++++ INFORMATION SUPPLIED

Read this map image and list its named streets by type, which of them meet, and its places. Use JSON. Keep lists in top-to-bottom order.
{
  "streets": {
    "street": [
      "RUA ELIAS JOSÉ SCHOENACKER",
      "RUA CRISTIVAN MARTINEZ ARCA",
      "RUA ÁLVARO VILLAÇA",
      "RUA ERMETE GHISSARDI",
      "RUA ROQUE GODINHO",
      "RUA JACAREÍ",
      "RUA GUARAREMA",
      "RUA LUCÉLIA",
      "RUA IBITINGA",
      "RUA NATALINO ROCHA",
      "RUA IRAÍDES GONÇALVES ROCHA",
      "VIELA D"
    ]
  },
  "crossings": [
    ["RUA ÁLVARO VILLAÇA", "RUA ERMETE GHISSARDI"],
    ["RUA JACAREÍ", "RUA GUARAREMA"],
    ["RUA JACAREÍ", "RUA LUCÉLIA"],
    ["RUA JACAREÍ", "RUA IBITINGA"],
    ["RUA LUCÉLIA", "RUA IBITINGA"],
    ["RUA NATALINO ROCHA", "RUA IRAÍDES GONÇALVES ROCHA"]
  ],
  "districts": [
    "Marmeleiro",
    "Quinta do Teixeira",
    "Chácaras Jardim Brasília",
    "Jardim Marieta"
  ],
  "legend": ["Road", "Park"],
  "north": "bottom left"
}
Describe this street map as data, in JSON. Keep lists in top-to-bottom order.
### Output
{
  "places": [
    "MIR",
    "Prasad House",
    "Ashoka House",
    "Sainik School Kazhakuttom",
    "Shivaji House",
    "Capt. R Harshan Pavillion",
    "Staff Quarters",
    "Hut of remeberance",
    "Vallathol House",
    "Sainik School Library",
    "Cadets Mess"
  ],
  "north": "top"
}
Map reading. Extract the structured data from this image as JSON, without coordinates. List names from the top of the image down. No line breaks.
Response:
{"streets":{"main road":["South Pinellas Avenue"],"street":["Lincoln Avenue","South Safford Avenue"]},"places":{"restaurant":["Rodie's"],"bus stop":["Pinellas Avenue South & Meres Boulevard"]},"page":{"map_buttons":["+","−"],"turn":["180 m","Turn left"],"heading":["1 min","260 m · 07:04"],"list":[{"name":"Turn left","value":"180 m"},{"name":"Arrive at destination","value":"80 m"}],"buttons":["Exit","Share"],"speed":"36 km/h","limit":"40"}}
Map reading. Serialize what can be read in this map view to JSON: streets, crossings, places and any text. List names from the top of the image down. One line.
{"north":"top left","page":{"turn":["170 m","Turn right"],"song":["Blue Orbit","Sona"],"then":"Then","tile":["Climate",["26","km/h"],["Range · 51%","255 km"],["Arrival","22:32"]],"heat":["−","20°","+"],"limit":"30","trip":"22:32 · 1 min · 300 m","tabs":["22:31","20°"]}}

++++++++

> TASK DIRECTIONS
Give back every entry above, complete and exact.

> YOUR RESPONSE
Read this map image and list its named streets by type, which of them meet, and its places. Use JSON. Keep lists in top-to-bottom order.
{
  "streets": {
    "street": [
      "RUA ELIAS JOSÉ SCHOENACKER",
      "RUA CRISTIVAN MARTINEZ ARCA",
      "RUA ÁLVARO VILLAÇA",
      "RUA ERMETE GHISSARDI",
      "RUA ROQUE GODINHO",
      "RUA JACAREÍ",
      "RUA GUARAREMA",
      "RUA LUCÉLIA",
      "RUA IBITINGA",
      "RUA NATALINO ROCHA",
      "RUA IRAÍDES GONÇALVES ROCHA",
      "VIELA D"
    ]
  },
  "crossings": [
    ["RUA ÁLVARO VILLAÇA", "RUA ERMETE GHISSARDI"],
    ["RUA JACAREÍ", "RUA GUARAREMA"],
    ["RUA JACAREÍ", "RUA LUCÉLIA"],
    ["RUA JACAREÍ", "RUA IBITINGA"],
    ["RUA LUCÉLIA", "RUA IBITINGA"],
    ["RUA NATALINO ROCHA", "RUA IRAÍDES GONÇALVES ROCHA"]
  ],
  "districts": [
    "Marmeleiro",
    "Quinta do Teixeira",
    "Chácaras Jardim Brasília",
    "Jardim Marieta"
  ],
  "legend": ["Road", "Park"],
  "north": "bottom left"
}
Describe this street map as data, in JSON. Keep lists in top-to-bottom order.
### Output
{
  "places": [
    "MIR",
    "Prasad House",
    "Ashoka House",
    "Sainik School Kazhakuttom",
    "Shivaji House",
    "Capt. R Harshan Pavillion",
    "Staff Quarters",
    "Hut of remeberance",
    "Vallathol House",
    "Sainik School Library",
    "Cadets Mess"
  ],
  "north": "top"
}
Map reading. Extract the structured data from this image as JSON, without coordinates. List names from the top of the image down. No line breaks.
Response:
{"streets":{"main road":["South Pinellas Avenue"],"street":["Lincoln Avenue","South Safford Avenue"]},"places":{"restaurant":["Rodie's"],"bus stop":["Pinellas Avenue South & Meres Boulevard"]},"page":{"map_buttons":["+","−"],"turn":["180 m","Turn left"],"heading":["1 min","260 m · 07:04"],"list":[{"name":"Turn left","value":"180 m"},{"name":"Arrive at destination","value":"80 m"}],"buttons":["Exit","Share"],"speed":"36 km/h","limit":"40"}}
Map reading. Serialize what can be read in this map view to JSON: streets, crossings, places and any text. List names from the top of the image down. One line.
{"north":"top left","page":{"turn":["170 m","Turn right"],"song":["Blue Orbit","Sona"],"then":"Then","tile":["Climate",["26","km/h"],["Range · 51%","255 km"],["Arrival","22:32"]],"heat":["−","20°","+"],"limit":"30","trip":"22:32 · 1 min · 300 m","tabs":["22:31","20°"]}}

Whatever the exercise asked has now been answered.